#### [Records supplied]
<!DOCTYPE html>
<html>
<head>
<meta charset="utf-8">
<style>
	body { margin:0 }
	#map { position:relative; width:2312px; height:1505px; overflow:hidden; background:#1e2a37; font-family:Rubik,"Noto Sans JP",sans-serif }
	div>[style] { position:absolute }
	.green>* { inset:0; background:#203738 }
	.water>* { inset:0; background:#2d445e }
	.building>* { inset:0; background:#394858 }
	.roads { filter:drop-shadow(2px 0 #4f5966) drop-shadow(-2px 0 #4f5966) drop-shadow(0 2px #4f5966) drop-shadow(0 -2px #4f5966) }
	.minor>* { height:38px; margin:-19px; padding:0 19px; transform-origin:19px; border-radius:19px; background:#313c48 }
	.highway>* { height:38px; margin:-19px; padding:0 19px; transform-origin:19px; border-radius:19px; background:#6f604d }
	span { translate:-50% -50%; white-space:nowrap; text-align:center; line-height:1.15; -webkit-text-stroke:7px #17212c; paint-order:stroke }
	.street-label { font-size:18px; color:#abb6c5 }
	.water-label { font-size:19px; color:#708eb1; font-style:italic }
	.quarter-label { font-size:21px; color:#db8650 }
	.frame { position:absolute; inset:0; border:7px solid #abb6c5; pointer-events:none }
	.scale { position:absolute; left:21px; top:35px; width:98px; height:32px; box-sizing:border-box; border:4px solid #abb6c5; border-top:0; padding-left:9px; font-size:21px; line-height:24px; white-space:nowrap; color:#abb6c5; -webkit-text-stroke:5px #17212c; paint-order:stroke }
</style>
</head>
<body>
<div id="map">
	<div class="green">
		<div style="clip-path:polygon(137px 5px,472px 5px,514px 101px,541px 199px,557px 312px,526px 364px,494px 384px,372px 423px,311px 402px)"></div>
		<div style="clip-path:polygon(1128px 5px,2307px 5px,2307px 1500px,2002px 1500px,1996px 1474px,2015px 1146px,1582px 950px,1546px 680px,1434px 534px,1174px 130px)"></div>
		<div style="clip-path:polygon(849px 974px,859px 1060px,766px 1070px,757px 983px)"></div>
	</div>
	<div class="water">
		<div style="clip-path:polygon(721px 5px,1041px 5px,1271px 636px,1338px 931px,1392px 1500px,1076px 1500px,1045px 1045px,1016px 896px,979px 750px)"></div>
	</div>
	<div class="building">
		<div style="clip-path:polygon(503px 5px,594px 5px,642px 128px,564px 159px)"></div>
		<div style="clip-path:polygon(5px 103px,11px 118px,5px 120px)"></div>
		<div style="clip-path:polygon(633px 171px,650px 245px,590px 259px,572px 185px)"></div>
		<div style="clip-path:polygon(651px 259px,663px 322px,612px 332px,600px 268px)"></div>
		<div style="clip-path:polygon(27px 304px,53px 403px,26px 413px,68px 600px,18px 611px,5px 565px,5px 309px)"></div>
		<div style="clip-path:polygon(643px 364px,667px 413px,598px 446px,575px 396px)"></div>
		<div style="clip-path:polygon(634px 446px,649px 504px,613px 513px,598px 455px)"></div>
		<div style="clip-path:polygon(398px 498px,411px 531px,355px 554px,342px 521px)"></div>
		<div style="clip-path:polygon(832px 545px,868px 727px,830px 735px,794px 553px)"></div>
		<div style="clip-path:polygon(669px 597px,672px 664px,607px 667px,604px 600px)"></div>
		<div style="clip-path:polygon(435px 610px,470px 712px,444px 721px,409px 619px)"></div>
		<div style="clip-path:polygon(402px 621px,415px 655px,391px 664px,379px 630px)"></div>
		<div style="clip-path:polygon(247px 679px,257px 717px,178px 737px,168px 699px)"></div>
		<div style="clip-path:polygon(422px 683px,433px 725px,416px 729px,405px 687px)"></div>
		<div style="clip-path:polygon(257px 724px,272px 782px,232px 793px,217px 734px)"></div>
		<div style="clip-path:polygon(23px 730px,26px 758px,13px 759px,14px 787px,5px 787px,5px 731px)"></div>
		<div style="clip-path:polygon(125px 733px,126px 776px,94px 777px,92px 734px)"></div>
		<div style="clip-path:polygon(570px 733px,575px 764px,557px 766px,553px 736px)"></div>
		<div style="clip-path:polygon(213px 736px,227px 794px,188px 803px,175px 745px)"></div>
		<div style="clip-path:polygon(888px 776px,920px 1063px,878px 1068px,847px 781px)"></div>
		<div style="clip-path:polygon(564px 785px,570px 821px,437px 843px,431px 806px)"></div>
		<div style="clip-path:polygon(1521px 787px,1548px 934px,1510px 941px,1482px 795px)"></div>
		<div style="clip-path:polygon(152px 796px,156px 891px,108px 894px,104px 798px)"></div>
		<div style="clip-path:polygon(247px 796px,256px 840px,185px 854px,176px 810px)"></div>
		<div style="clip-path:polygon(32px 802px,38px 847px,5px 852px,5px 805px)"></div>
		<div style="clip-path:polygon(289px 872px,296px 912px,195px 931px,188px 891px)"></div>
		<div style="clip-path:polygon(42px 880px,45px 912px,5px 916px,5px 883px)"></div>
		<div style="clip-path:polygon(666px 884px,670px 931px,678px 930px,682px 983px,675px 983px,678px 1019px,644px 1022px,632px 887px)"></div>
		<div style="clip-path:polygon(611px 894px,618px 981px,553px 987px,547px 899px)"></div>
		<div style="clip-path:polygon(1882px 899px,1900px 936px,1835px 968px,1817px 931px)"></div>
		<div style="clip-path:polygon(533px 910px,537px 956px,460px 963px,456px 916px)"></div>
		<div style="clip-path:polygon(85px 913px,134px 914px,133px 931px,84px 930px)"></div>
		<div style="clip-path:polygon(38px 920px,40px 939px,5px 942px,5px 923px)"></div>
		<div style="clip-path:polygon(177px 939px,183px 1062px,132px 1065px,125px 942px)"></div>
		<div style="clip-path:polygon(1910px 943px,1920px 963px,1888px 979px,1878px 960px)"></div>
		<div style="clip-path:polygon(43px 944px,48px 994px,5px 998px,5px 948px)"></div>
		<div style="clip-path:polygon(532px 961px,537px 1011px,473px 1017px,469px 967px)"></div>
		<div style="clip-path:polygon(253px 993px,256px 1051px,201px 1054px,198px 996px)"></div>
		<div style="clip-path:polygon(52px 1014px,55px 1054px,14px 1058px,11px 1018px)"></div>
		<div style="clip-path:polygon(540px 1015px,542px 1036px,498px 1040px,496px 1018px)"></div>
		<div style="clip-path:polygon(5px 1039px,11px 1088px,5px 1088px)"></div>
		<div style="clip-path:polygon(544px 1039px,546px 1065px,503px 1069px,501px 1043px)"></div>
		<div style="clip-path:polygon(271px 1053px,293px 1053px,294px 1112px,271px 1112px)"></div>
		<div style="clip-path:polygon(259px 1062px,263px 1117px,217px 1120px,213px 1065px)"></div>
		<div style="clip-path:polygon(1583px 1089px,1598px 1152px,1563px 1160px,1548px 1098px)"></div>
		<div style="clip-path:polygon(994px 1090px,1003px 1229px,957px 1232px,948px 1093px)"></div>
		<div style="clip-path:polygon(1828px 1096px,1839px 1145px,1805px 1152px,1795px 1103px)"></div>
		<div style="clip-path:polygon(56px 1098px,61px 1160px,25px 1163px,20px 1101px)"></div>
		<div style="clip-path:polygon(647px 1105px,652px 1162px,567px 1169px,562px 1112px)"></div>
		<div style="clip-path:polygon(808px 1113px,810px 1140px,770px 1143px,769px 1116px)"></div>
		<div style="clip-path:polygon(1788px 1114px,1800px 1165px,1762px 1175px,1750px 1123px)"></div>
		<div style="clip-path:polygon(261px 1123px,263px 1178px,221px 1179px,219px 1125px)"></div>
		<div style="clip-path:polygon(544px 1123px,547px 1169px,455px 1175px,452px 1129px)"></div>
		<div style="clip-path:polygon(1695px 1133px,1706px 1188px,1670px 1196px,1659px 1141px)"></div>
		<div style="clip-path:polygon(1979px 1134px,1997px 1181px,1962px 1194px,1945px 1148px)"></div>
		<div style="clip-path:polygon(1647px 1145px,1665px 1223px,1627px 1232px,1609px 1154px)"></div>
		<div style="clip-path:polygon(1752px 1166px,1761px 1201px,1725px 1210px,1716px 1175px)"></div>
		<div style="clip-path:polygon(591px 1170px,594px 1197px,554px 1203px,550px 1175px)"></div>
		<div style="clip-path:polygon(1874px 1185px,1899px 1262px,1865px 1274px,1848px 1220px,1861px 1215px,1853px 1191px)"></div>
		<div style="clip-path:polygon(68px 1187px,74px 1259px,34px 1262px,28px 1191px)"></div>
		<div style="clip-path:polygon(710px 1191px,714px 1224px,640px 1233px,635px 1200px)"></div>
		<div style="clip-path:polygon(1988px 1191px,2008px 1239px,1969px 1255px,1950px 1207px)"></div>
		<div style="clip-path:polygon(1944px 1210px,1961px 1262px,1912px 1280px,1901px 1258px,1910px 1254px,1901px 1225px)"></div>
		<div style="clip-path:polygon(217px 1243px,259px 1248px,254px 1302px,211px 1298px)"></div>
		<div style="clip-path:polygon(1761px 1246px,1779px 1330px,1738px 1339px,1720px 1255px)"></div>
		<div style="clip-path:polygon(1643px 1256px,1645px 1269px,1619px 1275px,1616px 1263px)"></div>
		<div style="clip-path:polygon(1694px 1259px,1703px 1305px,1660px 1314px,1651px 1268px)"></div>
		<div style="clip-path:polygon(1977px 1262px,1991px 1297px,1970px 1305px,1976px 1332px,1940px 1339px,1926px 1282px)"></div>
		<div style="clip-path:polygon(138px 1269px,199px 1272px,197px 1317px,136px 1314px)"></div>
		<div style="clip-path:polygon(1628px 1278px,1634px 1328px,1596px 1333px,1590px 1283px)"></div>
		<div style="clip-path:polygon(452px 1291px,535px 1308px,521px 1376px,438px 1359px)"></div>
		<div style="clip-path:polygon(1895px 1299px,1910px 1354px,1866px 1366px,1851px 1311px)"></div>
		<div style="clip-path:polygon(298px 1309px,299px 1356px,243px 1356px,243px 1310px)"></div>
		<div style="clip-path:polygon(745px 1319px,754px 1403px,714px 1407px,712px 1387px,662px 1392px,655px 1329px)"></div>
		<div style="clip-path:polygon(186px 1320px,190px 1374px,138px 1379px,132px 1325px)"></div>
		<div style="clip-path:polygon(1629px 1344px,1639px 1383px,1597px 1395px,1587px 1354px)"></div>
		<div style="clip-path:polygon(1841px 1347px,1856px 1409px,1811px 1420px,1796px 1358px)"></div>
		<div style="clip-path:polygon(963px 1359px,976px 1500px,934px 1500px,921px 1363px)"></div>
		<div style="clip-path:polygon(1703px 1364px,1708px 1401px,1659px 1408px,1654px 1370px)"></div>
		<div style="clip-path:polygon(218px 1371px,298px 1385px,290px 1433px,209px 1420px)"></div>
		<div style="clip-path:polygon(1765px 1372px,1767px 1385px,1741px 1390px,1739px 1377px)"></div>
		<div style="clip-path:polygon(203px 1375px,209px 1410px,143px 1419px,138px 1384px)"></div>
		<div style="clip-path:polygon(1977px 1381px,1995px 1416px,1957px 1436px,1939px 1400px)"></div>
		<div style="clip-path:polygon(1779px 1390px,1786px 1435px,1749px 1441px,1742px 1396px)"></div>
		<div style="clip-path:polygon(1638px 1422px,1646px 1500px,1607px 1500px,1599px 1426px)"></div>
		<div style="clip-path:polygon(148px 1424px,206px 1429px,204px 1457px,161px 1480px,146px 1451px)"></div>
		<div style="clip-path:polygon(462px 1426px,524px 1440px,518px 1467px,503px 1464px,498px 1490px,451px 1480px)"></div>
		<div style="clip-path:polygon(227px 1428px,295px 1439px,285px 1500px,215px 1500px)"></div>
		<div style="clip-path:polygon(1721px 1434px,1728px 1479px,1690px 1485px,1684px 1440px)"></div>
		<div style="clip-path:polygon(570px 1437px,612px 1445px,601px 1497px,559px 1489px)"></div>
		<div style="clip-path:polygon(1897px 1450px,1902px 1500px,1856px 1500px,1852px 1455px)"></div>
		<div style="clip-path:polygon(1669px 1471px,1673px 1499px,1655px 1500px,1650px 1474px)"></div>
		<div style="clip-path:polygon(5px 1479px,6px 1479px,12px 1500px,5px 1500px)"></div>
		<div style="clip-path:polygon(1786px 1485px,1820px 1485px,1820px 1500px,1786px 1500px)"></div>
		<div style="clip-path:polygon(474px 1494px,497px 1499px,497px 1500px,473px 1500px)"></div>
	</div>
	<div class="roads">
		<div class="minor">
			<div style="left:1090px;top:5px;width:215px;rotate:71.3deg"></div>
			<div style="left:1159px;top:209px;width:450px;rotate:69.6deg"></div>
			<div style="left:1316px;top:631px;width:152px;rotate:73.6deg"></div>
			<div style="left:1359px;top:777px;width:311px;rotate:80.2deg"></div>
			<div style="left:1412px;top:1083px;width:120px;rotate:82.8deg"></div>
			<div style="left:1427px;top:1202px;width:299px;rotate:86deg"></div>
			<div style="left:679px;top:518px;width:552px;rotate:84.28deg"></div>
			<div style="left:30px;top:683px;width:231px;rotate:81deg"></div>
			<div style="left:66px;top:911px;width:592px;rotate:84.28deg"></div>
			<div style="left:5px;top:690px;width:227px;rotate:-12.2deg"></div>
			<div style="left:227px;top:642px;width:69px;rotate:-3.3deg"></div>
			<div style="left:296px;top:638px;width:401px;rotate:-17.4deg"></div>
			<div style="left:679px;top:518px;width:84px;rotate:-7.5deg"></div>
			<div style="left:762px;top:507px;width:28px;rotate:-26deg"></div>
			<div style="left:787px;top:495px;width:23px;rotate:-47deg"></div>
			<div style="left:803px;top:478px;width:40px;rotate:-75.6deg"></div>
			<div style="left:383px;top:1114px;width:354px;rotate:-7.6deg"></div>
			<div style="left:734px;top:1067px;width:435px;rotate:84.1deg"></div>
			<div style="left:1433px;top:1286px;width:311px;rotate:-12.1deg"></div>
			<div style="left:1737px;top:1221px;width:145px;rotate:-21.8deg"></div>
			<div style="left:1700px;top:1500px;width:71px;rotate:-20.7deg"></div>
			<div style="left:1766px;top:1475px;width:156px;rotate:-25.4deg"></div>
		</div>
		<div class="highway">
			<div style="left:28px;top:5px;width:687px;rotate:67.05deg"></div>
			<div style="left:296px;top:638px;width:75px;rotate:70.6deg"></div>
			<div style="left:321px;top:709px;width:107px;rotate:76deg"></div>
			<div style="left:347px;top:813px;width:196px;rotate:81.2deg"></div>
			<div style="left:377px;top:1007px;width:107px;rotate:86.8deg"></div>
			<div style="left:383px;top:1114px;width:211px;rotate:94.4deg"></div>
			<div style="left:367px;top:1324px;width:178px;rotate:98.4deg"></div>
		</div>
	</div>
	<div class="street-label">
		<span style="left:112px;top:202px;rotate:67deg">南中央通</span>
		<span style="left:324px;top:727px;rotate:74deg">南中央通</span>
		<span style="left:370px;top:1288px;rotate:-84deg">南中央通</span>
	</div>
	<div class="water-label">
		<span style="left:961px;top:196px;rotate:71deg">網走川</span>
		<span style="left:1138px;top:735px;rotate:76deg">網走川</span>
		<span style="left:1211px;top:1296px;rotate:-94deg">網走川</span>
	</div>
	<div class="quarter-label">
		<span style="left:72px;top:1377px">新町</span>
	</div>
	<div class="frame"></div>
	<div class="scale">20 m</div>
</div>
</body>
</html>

#### [Action item]
In the listing above, locate the line containing "1246px,1779px 1330px,1738px 1339px,1720px" and the line containing "1375px,209px 1410px,143px 1419px,138px". Extract those two lines and every line between them, exactly as written, and only those.

#### [Expected output]
		<div style="clip-path:polygon(1761px 1246px,1779px 1330px,1738px 1339px,1720px 1255px)"></div>
		<div style="clip-path:polygon(1643px 1256px,1645px 1269px,1619px 1275px,1616px 1263px)"></div>
		<div style="clip-path:polygon(1694px 1259px,1703px 1305px,1660px 1314px,1651px 1268px)"></div>
		<div style="clip-path:polygon(1977px 1262px,1991px 1297px,1970px 1305px,1976px 1332px,1940px 1339px,1926px 1282px)"></div>
		<div style="clip-path:polygon(138px 1269px,199px 1272px,197px 1317px,136px 1314px)"></div>
		<div style="clip-path:polygon(1628px 1278px,1634px 1328px,1596px 1333px,1590px 1283px)"></div>
		<div style="clip-path:polygon(452px 1291px,535px 1308px,521px 1376px,438px 1359px)"></div>
		<div style="clip-path:polygon(1895px 1299px,1910px 1354px,1866px 1366px,1851px 1311px)"></div>
		<div style="clip-path:polygon(298px 1309px,299px 1356px,243px 1356px,243px 1310px)"></div>
		<div style="clip-path:polygon(745px 1319px,754px 1403px,714px 1407px,712px 1387px,662px 1392px,655px 1329px)"></div>
		<div style="clip-path:polygon(186px 1320px,190px 1374px,138px 1379px,132px 1325px)"></div>
		<div style="clip-path:polygon(1629px 1344px,1639px 1383px,1597px 1395px,1587px 1354px)"></div>
		<div style="clip-path:polygon(1841px 1347px,1856px 1409px,1811px 1420px,1796px 1358px)"></div>
		<div style="clip-path:polygon(963px 1359px,976px 1500px,934px 1500px,921px 1363px)"></div>
		<div style="clip-path:polygon(1703px 1364px,1708px 1401px,1659px 1408px,1654px 1370px)"></div>
		<div style="clip-path:polygon(218px 1371px,298px 1385px,290px 1433px,209px 1420px)"></div>
		<div style="clip-path:polygon(1765px 1372px,1767px 1385px,1741px 1390px,1739px 1377px)"></div>
		<div style="clip-path:polygon(203px 1375px,209px 1410px,143px 1419px,138px 1384px)"></div>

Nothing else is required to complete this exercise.